Just 2 years ago in 2015, this figure was $150 million dollars for the entire China, that’s 1/40 of the US. Never before had piracy decimated an industry so much and for so long – throughout the entire 1st 15 years of the 21st century, Being an aspiring singer in China was synonymous to being broke -- a sad state of affairs – and there was no way of earning a living making songs. Many talents starved chasing a dream pulverized by piracy, and for years the joint selfishness of the public and a busy government turned their blind eyes to this issue – and it’s in those days that music died.
Luckily for all of the young Bob Dylans in China, their world was turned upside down for the better at end of 2014 – almost overnight, the government and the tech giants of China alike cracked down on music piracy like nothing before – and this industry went from a dormant quagmire to growing 50-60% per year in a matter of weeks. It used to be that in 2011-2012,the big 3’s total IP portfolio sells for <5 mm USD COMBINED, in 2015, this number jumped to at least 30-40 mm USD, and as of today, these numbers catapulted well into the 100’s of millions. There is little doubt in any industry participants’ minds – and we have spoken to plenty – that this is the best time for Chinese music since the dawn of the century.
For all like-minded investors, the question becomes if there is a good way to play this, and the options are somewhat limited as you may imagine. None of the music platforms are public – not that we want to invest in them – and we believe the best way is via the IP content owners – aka the record labels.
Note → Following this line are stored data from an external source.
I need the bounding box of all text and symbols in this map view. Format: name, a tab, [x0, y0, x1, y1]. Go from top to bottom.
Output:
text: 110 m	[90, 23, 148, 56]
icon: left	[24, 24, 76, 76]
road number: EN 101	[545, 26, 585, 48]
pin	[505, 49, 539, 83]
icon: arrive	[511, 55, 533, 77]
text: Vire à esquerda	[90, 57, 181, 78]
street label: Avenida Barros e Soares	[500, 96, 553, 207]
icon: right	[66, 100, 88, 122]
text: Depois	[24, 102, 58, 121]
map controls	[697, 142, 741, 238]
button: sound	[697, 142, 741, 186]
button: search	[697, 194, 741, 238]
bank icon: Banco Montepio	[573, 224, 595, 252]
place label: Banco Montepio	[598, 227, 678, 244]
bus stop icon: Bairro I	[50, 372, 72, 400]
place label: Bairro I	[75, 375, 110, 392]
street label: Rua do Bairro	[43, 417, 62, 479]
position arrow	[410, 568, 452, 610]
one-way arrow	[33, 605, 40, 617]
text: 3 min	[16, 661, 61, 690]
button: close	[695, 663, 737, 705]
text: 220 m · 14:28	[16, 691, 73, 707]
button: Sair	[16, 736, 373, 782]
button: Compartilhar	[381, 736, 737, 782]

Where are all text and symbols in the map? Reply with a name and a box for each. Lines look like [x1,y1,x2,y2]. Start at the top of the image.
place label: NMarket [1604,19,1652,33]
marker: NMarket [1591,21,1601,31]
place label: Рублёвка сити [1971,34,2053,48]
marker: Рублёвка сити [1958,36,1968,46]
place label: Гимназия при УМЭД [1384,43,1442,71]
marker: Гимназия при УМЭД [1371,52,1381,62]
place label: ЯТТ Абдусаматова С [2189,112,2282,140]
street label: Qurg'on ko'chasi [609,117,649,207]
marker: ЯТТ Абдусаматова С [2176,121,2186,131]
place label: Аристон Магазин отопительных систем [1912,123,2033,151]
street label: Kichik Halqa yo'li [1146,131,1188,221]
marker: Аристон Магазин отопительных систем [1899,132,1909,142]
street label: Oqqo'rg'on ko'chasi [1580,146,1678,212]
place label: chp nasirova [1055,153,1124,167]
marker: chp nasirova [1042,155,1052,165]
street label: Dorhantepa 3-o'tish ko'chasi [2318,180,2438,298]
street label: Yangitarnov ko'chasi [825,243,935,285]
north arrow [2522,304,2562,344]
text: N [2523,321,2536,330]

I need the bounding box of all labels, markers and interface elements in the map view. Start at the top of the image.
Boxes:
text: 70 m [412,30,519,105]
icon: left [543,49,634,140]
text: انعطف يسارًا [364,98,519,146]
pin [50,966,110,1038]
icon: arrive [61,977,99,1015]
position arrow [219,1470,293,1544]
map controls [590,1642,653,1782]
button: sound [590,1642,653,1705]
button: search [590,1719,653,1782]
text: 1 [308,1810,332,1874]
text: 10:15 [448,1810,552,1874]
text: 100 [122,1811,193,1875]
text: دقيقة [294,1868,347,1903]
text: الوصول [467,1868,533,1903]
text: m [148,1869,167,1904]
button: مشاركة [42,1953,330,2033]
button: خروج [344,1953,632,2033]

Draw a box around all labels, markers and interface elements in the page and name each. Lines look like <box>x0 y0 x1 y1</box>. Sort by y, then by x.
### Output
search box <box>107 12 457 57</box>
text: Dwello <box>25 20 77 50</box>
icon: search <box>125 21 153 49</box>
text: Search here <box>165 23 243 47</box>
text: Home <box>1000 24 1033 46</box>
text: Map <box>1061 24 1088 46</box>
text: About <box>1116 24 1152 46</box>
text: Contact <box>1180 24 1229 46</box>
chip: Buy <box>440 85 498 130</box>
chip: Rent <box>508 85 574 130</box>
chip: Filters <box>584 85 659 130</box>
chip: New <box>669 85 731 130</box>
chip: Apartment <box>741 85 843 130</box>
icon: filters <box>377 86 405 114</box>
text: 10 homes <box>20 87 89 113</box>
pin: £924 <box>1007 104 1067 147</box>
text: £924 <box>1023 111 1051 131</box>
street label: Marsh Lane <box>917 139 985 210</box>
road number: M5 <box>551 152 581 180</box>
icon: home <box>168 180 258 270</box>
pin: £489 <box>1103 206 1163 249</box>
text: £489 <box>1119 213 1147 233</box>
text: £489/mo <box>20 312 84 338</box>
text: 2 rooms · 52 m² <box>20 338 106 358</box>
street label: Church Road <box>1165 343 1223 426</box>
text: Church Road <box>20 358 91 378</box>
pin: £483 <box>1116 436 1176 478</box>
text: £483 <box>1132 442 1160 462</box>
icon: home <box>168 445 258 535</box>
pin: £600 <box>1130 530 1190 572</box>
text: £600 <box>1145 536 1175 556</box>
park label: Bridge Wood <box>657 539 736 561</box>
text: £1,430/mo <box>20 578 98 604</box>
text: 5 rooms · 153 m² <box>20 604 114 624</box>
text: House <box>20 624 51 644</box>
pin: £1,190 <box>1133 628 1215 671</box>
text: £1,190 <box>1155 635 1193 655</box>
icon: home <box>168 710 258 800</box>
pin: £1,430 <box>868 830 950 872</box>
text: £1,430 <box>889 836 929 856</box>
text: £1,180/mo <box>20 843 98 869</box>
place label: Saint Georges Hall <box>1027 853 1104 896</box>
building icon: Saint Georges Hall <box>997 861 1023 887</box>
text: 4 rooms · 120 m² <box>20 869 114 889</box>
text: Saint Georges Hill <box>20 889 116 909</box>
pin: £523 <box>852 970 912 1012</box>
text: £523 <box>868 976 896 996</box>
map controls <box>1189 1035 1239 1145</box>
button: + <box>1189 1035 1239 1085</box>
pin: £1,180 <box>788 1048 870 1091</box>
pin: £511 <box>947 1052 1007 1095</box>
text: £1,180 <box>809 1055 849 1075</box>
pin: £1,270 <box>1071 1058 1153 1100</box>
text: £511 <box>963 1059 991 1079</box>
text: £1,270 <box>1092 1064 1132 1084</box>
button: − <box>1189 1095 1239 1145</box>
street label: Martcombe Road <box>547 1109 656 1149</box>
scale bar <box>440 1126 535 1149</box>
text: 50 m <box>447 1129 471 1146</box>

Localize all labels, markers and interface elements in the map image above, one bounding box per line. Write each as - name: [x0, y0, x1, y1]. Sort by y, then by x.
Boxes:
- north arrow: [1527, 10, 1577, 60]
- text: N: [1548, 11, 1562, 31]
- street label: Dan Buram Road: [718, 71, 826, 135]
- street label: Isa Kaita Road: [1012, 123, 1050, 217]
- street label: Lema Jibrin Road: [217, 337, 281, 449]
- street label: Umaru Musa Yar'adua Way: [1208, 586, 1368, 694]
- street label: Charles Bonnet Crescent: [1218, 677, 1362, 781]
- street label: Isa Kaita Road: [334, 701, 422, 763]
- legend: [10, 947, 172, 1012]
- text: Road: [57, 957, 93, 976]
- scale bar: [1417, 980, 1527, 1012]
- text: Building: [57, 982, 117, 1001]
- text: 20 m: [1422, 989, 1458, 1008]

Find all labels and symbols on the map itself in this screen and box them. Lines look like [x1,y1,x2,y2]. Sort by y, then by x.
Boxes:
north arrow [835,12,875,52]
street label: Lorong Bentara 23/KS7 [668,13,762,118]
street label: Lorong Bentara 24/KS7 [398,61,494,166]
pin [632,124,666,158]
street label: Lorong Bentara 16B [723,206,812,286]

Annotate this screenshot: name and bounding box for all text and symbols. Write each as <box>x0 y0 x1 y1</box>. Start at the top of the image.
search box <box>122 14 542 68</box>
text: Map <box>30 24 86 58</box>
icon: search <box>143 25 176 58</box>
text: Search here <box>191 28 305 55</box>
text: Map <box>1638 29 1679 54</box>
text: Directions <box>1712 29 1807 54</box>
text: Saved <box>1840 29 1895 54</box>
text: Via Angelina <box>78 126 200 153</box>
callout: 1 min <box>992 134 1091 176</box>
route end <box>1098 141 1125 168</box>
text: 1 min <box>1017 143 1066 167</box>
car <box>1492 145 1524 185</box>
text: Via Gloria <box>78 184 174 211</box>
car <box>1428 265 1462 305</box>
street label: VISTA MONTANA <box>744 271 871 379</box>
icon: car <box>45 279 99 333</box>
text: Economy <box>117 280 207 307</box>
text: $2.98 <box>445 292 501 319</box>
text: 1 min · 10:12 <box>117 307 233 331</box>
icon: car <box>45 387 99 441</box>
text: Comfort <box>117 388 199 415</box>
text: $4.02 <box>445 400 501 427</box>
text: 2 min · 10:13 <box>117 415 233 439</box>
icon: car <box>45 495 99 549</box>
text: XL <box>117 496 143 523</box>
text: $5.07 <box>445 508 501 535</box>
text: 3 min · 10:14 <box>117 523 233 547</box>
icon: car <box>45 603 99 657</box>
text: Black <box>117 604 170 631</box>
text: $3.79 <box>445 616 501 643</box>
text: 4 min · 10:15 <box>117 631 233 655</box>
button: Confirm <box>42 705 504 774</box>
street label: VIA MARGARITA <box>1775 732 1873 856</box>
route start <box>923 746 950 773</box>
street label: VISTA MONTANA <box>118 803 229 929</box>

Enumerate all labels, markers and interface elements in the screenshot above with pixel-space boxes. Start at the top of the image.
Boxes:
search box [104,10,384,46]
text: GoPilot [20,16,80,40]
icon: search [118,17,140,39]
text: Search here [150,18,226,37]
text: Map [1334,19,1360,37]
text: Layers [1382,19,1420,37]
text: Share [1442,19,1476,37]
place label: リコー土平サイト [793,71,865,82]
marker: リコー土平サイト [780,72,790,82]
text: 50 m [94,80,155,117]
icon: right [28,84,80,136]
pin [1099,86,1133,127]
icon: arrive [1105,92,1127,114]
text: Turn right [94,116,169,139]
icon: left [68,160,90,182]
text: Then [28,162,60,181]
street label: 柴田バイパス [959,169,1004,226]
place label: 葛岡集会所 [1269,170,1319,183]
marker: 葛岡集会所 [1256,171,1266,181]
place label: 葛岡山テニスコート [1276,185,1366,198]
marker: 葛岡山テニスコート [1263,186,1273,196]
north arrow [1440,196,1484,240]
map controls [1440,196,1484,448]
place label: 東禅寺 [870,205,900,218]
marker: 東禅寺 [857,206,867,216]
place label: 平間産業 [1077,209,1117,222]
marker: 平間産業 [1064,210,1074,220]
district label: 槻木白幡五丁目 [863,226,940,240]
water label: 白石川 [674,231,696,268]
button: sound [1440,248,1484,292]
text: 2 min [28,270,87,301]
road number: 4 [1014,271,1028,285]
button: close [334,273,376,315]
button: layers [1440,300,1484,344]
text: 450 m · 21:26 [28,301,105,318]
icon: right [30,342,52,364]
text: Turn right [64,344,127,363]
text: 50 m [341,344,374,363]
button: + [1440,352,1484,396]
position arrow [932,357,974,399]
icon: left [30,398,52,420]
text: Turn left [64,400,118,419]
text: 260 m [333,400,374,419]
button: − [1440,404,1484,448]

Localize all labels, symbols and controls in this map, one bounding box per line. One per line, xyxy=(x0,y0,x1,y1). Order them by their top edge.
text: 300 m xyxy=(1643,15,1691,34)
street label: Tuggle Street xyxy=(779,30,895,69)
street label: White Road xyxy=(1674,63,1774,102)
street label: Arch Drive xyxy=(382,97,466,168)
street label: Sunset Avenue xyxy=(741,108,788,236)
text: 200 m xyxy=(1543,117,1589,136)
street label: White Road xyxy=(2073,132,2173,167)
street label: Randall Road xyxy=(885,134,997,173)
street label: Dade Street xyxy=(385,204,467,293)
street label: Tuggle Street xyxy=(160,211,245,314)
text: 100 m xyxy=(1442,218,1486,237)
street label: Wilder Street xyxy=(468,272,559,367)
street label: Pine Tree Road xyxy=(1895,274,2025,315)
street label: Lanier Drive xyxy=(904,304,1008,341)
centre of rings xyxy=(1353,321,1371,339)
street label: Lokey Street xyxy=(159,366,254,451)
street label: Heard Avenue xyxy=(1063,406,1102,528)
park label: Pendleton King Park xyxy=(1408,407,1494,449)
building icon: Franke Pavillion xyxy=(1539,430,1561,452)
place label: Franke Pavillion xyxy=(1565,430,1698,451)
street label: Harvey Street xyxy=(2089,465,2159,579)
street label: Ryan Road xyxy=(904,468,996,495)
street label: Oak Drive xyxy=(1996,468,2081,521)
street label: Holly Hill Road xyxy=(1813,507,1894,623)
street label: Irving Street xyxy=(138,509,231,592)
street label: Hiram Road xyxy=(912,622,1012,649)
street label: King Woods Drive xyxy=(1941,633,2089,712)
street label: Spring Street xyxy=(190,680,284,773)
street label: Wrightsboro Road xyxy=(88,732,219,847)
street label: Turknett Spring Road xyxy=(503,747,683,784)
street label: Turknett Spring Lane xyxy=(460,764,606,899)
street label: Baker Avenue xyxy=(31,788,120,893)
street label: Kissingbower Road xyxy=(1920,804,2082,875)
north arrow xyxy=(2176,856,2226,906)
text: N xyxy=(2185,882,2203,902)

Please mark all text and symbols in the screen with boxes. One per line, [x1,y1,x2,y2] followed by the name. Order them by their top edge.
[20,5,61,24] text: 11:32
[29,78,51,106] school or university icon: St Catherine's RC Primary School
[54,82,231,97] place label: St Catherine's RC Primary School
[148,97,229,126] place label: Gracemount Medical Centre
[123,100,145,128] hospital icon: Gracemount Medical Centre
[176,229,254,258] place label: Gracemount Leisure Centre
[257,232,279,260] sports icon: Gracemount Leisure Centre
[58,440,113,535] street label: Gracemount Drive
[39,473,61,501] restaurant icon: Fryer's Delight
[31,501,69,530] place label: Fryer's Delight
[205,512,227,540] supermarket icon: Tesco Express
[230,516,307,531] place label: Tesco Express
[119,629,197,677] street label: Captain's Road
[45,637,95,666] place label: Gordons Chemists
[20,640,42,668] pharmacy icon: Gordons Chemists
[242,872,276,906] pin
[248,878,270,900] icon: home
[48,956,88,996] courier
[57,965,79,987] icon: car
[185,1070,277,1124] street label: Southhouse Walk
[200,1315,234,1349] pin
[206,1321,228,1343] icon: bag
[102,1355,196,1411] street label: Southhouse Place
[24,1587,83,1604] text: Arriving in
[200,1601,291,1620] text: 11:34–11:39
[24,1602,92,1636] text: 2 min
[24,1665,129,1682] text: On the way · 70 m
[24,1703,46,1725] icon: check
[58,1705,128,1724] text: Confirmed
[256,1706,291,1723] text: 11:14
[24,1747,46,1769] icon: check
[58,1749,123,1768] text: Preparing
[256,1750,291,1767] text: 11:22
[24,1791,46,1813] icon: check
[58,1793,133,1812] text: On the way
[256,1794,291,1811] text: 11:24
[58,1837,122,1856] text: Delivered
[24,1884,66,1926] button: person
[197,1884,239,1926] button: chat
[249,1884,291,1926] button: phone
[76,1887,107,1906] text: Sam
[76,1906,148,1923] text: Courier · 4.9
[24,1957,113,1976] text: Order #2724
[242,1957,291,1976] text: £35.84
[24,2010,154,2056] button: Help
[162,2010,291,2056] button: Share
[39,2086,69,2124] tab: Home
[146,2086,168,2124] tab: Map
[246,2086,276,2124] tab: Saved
However, the big 3 are either not public (Warner) or within complex structures with China being tiny (UMG within Vivendi + Sony Music within Sony), Japanese and Korean labels won’t get to fully participate given the natural language barrier, A-share list Co are not only of low quality, are hard-to-access for normal investors, but are expensive in our opinion. It begs the question – does there exist a high-quality IP-content pure-play 100% exposed to Chinese music industry growth trading at reasonable / cheap valuation?
Enter HiM International Music (Stock code: 8446) trading in Taiwan. It is an independent record label and artist management that holds agency contracts with 47 artists and perpetual copyright to 1,700+ songs recordings + 1,300+ lyrics & melodies. The company currently has 150 mm USD Market Cap, 105 mm USD EV, and 2.0 mm USD average 12 month daily traded value. Via HiM International, a micro-cap listed in Taiwan, one gets to own perpetual rights to Chinese music stars of comparable stardom to Taylor Swift, Ed Sheeran, John Legend, etc. in an industry that is exploding for <10x 2018 ex-cash & investment property P/E growing 20-30% with a catalyst to deliver 40%+ EPS growth
We believe this is one of the most overlooked and mispriced assets in the market. Based on our analysis, the stock can double in 1 year with the potential of becoming a 5-10 bagger over the next 5-10 years, with a strong case of being acquired in short order.
Investment Thesis:
Favorable backdrop: As the Chinese government increasingly cracks down on piracy and the streaming revolution further accelerates, the Chinese music industry has been growing at a 35-40% CAGR over the last 5 years and is set for a 25-30% CAGR over the next 5 years.
No Pure-Play in market except HiM: music platforms account for tiny portions of Tencent (OTC:TCEHY), BABA (NYSE:BABA), and NetEase (NASDAQ: NTES). Vivendi (OTC:VIVHY)’s UMG is US/EU focused and a complicated SOTP story, Japanese and Korean labels enjoy only minute benefits. HiM is the only pure-play.
Premier Asset: HiM is widely considered to be one of the elite companies in Chinese music with one of the highest regarded management teams and ranks just behind the global majors (Sony, Universal, and Warner) in Chinese market share.
Low Valuation: ~10.2x 2018 ex-cash & invest. prop P/E vs. 19-20x ex-cash 2018 P/E for Asian & US/EU comps. If HiM maintains current market share (historically a market share taker), HiM could appreciate >4.5 x by 2025 based on industry growth even with no multiple expansion and 5-6x+ with multiple expansion.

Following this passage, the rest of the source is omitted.